* WORK REQUIRED: Search term "worn": copy each line of the records that contains it.

━━━━━ INFORMATION SHOWN ━━━━━

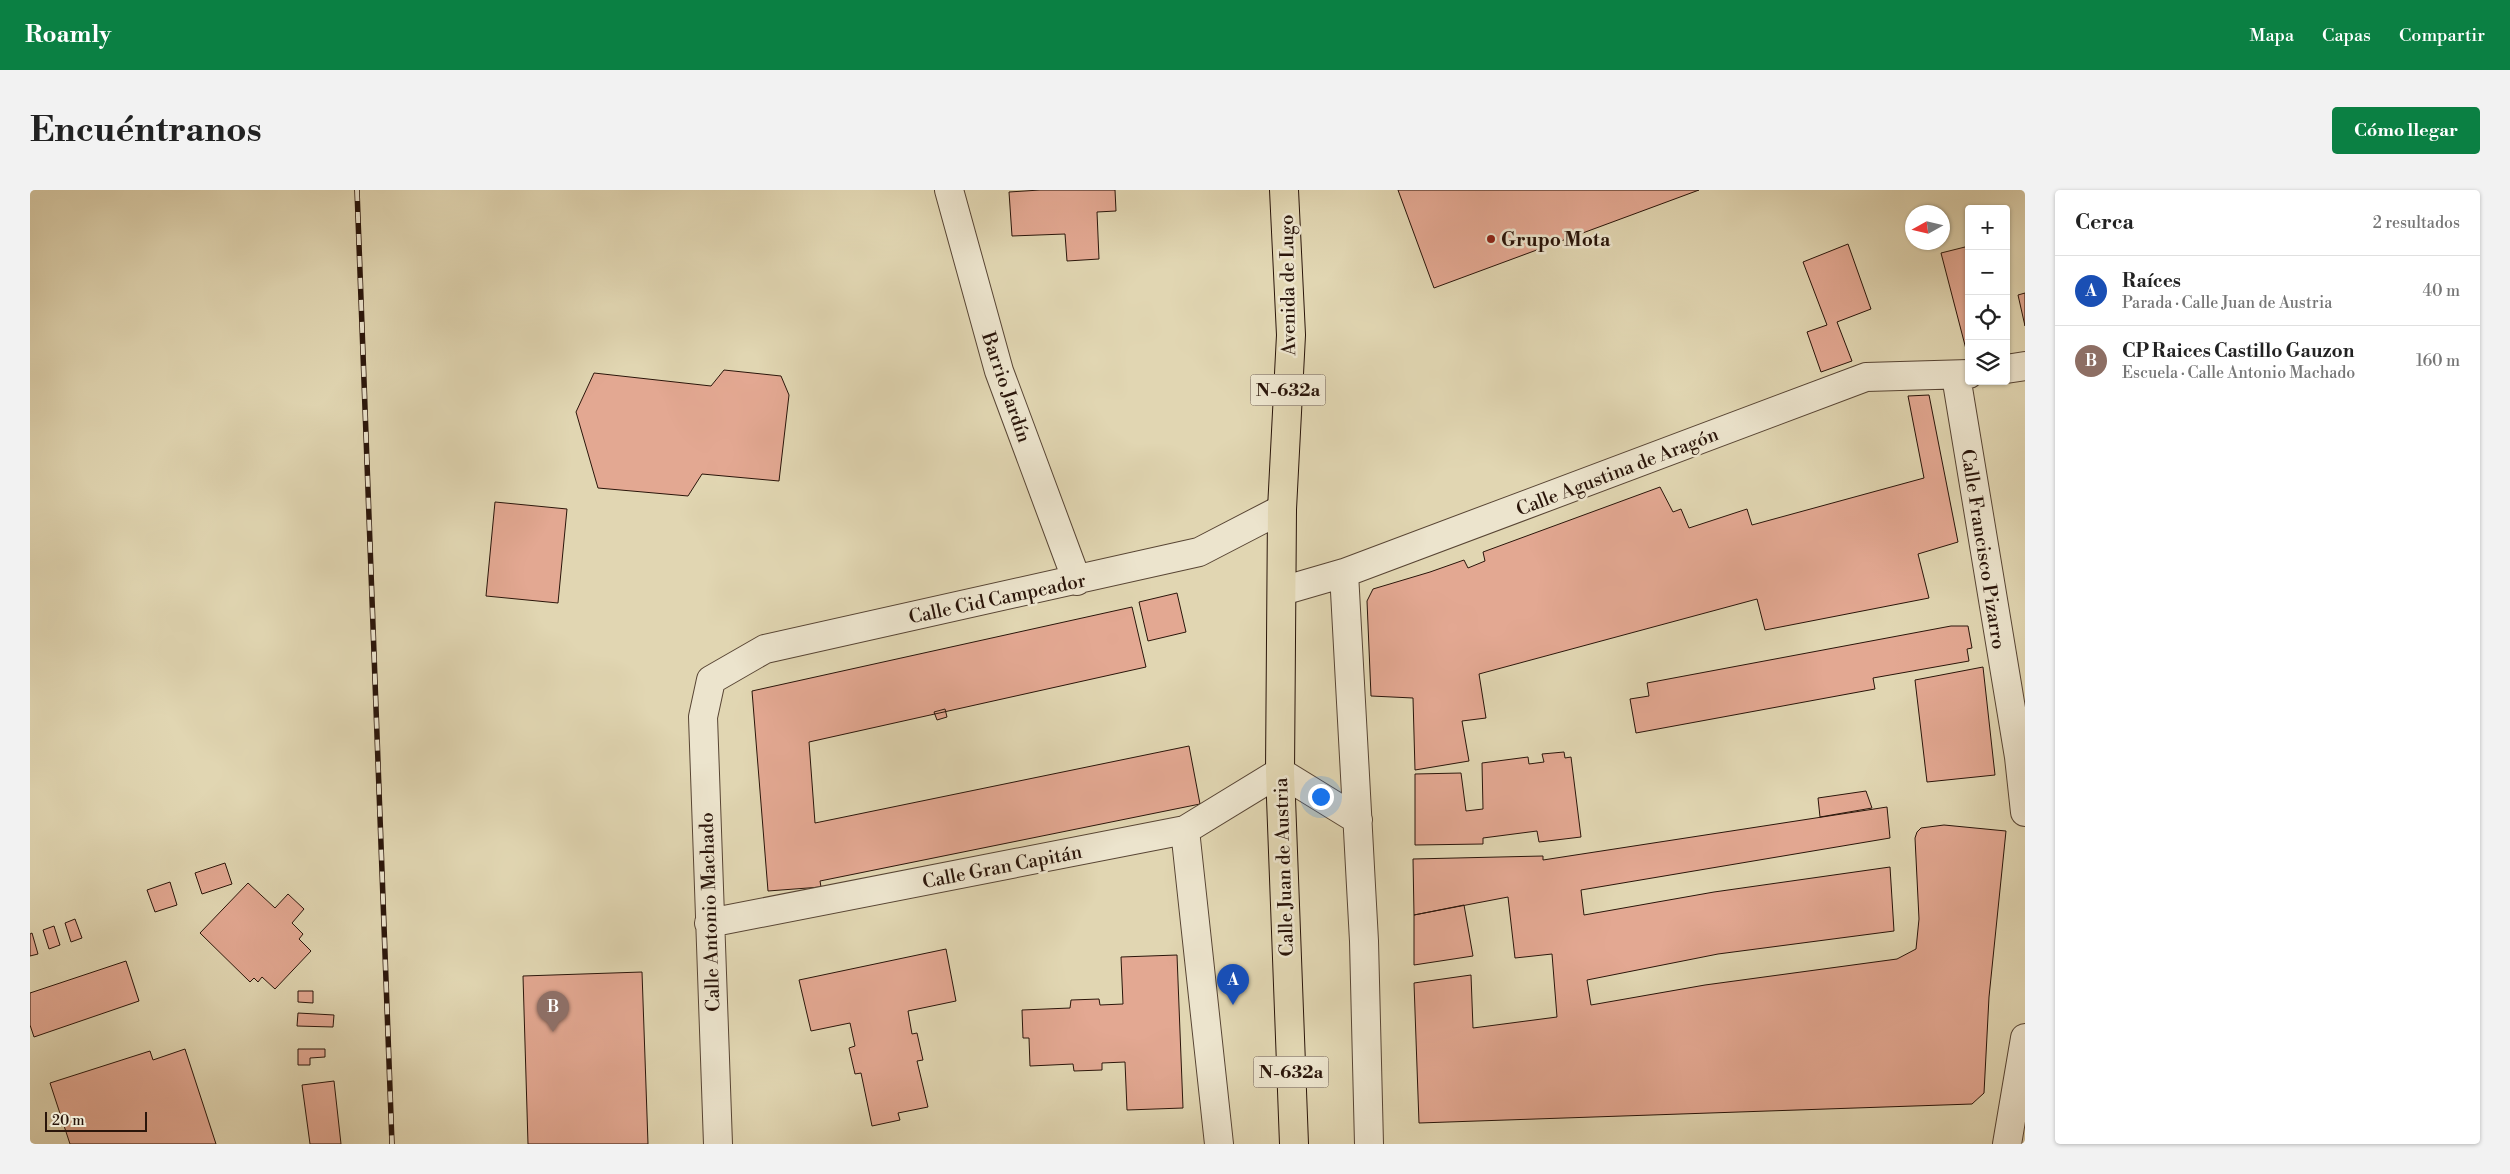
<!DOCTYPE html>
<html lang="es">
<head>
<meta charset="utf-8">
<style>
  body { margin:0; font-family:"Libre Bodoni",serif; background:#f2f2f2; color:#222 }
  .controls { position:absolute; right:15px; top:15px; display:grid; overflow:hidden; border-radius:5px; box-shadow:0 1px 4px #0004 }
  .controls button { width:45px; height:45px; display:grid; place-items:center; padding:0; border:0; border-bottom:1px solid #e0e0e0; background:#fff; color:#222; font:25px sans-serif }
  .compass { position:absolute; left:1875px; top:15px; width:45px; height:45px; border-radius:50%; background:#fff; box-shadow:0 1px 4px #0004; rotate:262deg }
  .scale { position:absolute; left:15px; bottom:12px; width:102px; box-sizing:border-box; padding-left:5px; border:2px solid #2a150a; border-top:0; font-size:14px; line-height:18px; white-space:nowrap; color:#2a150a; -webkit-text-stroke:4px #ece4cd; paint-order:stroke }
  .you { position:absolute; left:1290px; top:606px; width:18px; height:18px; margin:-12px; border:4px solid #fff; border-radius:50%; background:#1a73e8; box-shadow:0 0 0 8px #1a73e833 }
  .badge { display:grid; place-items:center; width:32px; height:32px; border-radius:50%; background:#0b8043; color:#fff; font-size:16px; font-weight:700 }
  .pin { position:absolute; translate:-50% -41px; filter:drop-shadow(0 1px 2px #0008) }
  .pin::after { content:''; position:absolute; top:26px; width:18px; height:15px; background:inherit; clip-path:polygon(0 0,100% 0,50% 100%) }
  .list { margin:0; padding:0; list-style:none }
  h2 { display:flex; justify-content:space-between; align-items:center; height:65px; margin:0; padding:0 20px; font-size:21px }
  h2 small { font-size:16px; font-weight:400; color:#767676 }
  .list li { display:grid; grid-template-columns:32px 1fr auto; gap:15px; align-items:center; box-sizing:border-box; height:70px; padding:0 20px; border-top:1px solid #e0e0e0 }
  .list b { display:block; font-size:19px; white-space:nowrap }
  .list p { margin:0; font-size:16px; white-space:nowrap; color:#767676 }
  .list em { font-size:16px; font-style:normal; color:#767676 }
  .icon { flex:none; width:28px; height:28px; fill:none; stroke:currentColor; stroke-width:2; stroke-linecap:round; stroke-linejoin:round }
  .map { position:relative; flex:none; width:1995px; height:954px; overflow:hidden; border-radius:5px }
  header { display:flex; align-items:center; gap:30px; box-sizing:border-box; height:70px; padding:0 25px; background:#0b8043; color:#fff }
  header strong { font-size:24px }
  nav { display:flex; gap:28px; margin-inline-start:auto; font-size:18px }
  .intro { display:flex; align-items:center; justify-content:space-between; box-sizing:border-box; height:120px; padding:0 30px }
  h1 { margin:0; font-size:35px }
  .button { padding:12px 22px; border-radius:5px; background:#0b8043; color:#fff; font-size:18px; font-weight:700 }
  main { display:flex; gap:30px; padding:0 30px }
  aside { flex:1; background:#fff; border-radius:5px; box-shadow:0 1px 4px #0004 }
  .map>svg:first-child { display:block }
  .building { fill:#e3a892; stroke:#2a150a }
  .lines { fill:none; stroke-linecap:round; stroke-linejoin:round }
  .minor-casing { stroke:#584534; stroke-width:30 }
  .major-casing { stroke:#2a150a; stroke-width:30 }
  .minor { stroke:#ece4cd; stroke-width:28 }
  .major { stroke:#e1d6b2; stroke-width:28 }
  .rail-casing { stroke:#2a150a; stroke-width:5.5 }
  .rail { stroke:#ece4cd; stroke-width:4; stroke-dasharray:11; stroke-linecap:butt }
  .poi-dot { fill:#8f2418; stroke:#ece4cd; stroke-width:2 }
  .labels { text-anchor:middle; stroke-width:5; stroke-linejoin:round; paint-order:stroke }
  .shield { fill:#ece4cd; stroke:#645344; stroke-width:1 }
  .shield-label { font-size:18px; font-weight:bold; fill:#2a150a }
  .poi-label { font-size:19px; font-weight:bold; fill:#2a150a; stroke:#ece4cd; text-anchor:start }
  .street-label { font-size:19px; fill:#2a150a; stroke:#ece4cd }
</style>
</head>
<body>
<header>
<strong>Roamly</strong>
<nav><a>Mapa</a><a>Capas</a><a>Compartir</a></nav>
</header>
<div class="intro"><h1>Encuéntranos</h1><a class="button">Cómo llegar</a></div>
<main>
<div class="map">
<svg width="1995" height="954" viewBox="0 0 1995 954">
  <rect width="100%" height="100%" fill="#e1d6b2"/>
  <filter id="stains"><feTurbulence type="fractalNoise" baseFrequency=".004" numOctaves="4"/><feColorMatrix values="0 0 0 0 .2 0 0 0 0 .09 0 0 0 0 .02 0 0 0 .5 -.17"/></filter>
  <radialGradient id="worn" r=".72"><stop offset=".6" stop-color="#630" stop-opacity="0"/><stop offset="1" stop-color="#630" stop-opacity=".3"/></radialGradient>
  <path class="building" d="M 1010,0 L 1085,0 L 1086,21 L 1067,22 L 1069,69 L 1037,71 L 1035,44 L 982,46 L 979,2 Z
    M 1368,0 L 1669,0 L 1404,98 Z
    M 1818,54 L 1841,119 L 1807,132 L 1822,171 L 1791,182 L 1777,142 L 1797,135 L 1773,72 Z
    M 1939,56 L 1939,163 L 1937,163 L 1911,63 Z
    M 1995,103 L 1995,136 L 1988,105 Z
    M 694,180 L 751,186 L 759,205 L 749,291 L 672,284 L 658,306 L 568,298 L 546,222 L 564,183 L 681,196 Z
    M 1899,205 L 1928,352 L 1888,364 L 1899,408 L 1735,440 L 1727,409 L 1449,484 L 1456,528 L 1432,531 L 1439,571 L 1385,580 L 1383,508 L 1341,506 L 1337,411 L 1343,399 L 1400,382 L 1434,370 L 1438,378 L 1455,371 L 1453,362 L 1630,297 L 1643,322 L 1651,319 L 1659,338 L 1717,319 L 1722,335 L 1894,288 L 1878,206 Z
    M 465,312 L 537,319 L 528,413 L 456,406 Z
    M 1147,403 L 1156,442 L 1118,451 L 1109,412 Z
    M 1102,417 L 1116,477 L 779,552 L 785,633 L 1159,556 L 1170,614 L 790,691 L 791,697 L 738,701 L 722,501 Z
    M 1921,436 L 1938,436 L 1942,458 L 1937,459 L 1939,471 L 1843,488 L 1845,499 L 1606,543 L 1600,509 L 1619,506 L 1617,493 Z
    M 1953,477 L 1965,585 L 1897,592 L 1885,490 Z
    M 915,519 L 917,527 L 907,530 L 904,522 Z
    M 1534,562 L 1535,568 L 1541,567 L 1551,647 L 1509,652 L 1507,641 L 1453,648 L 1453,654 L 1385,655 L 1385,584 L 1431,583 L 1436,621 L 1453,619 L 1452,573 L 1498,567 L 1499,574 L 1514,572 L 1512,564 Z
    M 1836,601 L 1842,618 L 1790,627 L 1788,608 Z
    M 1857,617 L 1860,648 L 1551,700 L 1554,725 L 1684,702 L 1860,677 L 1864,741 L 1688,764 L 1557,790 L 1561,815 L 1675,795 L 1867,769 L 1886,759 L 1889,729 L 1885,648 L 1887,642 L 1891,638 L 1914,635 L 1976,641 L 1959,807 L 1954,903 L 1942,914 L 1389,933 L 1384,793 L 1441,785 L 1443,838 L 1527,827 L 1522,764 L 1485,768 L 1478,707 L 1384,725 L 1383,669 L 1513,666 L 1513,670 Z
    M 195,673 L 202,694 L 172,704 L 165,683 Z
    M 140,692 L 147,715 L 125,722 L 117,700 Z
    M 218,693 L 245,718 L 258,704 L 274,719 L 262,733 L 273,744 L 269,749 L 281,761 L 245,799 L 232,787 L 228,792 L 224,788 L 220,792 L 170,743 Z
    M 1434,715 L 1443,766 L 1384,775 L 1384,725 Z
    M 45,729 L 52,748 L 41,752 L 35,733 Z
    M 24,736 L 30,755 L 19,759 L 13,740 Z
    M 2,743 L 8,764 L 0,766 L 0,744 Z
    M 916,759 L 926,811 L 878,821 L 882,844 L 887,843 L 893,870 L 887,871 L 898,917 L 868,923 L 870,930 L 842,936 L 831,883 L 825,884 L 819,858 L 825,856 L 820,833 L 781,841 L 769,790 Z
    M 1147,765 L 1153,918 L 1097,920 L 1095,872 L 1072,873 L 1072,880 L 1044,881 L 1043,874 L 1000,876 L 999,848 L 993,848 L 992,820 L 1040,818 L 1041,810 L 1069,809 L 1070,815 L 1093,814 L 1091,767 Z
    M 96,771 L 109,811 L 4,847 L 0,835 L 0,803 Z
    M 612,782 L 618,954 L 498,954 L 493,786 Z
    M 268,801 L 283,801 L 283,813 L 268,812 Z
    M 268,823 L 304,825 L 303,837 L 267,836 Z
    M 155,859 L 186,954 L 40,954 L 20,893 L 120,861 L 123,870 Z
    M 268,859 L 295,859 L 295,867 L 280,868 L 280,875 L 268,875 Z
    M 304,891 L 311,954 L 280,954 L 272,895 Z"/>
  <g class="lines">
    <defs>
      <path id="minor" d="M 919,0 L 969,181 L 1047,391
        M 1976,179 L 1995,176
        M 1926,186 L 1989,567 L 1995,622
        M 1314,383 L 1334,751 L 1339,954
        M 1252,401 L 1314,383 L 1836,187 L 1939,184
        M 1155,640 L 1189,954
        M 679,733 L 1155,640 L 1250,582 L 1328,630
        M 688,954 L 673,527 L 681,490 L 735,459 L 1169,362 L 1252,319
        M 1977,954 L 1995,848"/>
      <path id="major" d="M 1254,0 L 1261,145 L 1252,319 L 1250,582 L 1264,954"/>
    </defs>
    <use href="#minor" class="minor-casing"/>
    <use href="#major" class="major-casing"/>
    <use href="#minor" class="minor"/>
    <use href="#major" class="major"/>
    <defs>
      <path id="rail" d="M 327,0 L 362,954"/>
    </defs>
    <use href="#rail" class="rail-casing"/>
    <use href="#rail" class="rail"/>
  </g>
  <circle class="poi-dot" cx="1461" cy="49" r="5"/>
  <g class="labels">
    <g class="shield">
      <rect x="1220.5" y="184.5" width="75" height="31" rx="4"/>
      <rect x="1223.5" y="866.5" width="75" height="31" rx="4"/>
    </g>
    <g class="shield-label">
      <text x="1258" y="206">N-632a</text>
      <text x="1261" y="888">N-632a</text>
    </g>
    <g class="poi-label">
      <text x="1471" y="56">Grupo Mota</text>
    </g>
    <g class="street-label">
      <text transform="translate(1257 95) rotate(-91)" y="7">Avenida de Lugo</text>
      <text transform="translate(977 197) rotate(71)" y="7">Barrio Jardín</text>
      <text transform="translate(1587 281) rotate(-21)" y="7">Calle Agustina de Aragón</text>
      <text transform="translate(1954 359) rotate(81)" y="7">Calle Francisco Pizarro</text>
      <text transform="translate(967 408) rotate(-12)" y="7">Calle Cid Campeador</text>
      <text transform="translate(972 676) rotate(-11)" y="7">Calle Gran Capitán</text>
      <text transform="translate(1253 677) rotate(-92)" y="7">Calle Juan de Austria</text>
      <text transform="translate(679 722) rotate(-92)" y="7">Calle Antonio Machado</text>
    </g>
  </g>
  <rect width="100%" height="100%" filter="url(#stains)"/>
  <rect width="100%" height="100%" fill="url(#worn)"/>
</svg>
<div class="controls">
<button>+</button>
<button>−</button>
<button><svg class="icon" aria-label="locate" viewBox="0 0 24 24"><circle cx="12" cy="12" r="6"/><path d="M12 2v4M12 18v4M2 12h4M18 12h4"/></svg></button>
<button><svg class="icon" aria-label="layers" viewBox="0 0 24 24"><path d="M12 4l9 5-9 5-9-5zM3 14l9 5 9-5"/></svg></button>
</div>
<svg class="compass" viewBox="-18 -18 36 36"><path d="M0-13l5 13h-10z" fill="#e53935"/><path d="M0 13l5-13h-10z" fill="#767676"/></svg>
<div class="scale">20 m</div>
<div class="you"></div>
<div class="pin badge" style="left:1203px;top:815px;background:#1a4fb4">A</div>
<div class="pin badge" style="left:523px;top:842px;background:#8d6e63">B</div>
</div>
<aside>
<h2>Cerca<small>2 resultados</small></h2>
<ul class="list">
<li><span class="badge" style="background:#1a4fb4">A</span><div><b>Raíces</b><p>Parada · Calle Juan de Austria</p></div><em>40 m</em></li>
<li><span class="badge" style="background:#8d6e63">B</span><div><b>CP Raices Castillo Gauzon</b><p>Escuela · Calle Antonio Machado</p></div><em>160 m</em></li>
</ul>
</aside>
</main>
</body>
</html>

━━━━━

* RESPONSE BOX:
  <radialGradient id="worn" r=".72"><stop offset=".6" stop-color="#630" stop-opacity="0"/><stop offset="1" stop-color="#630" stop-opacity=".3"/></radialGradient>
  <rect width="100%" height="100%" fill="url(#worn)"/>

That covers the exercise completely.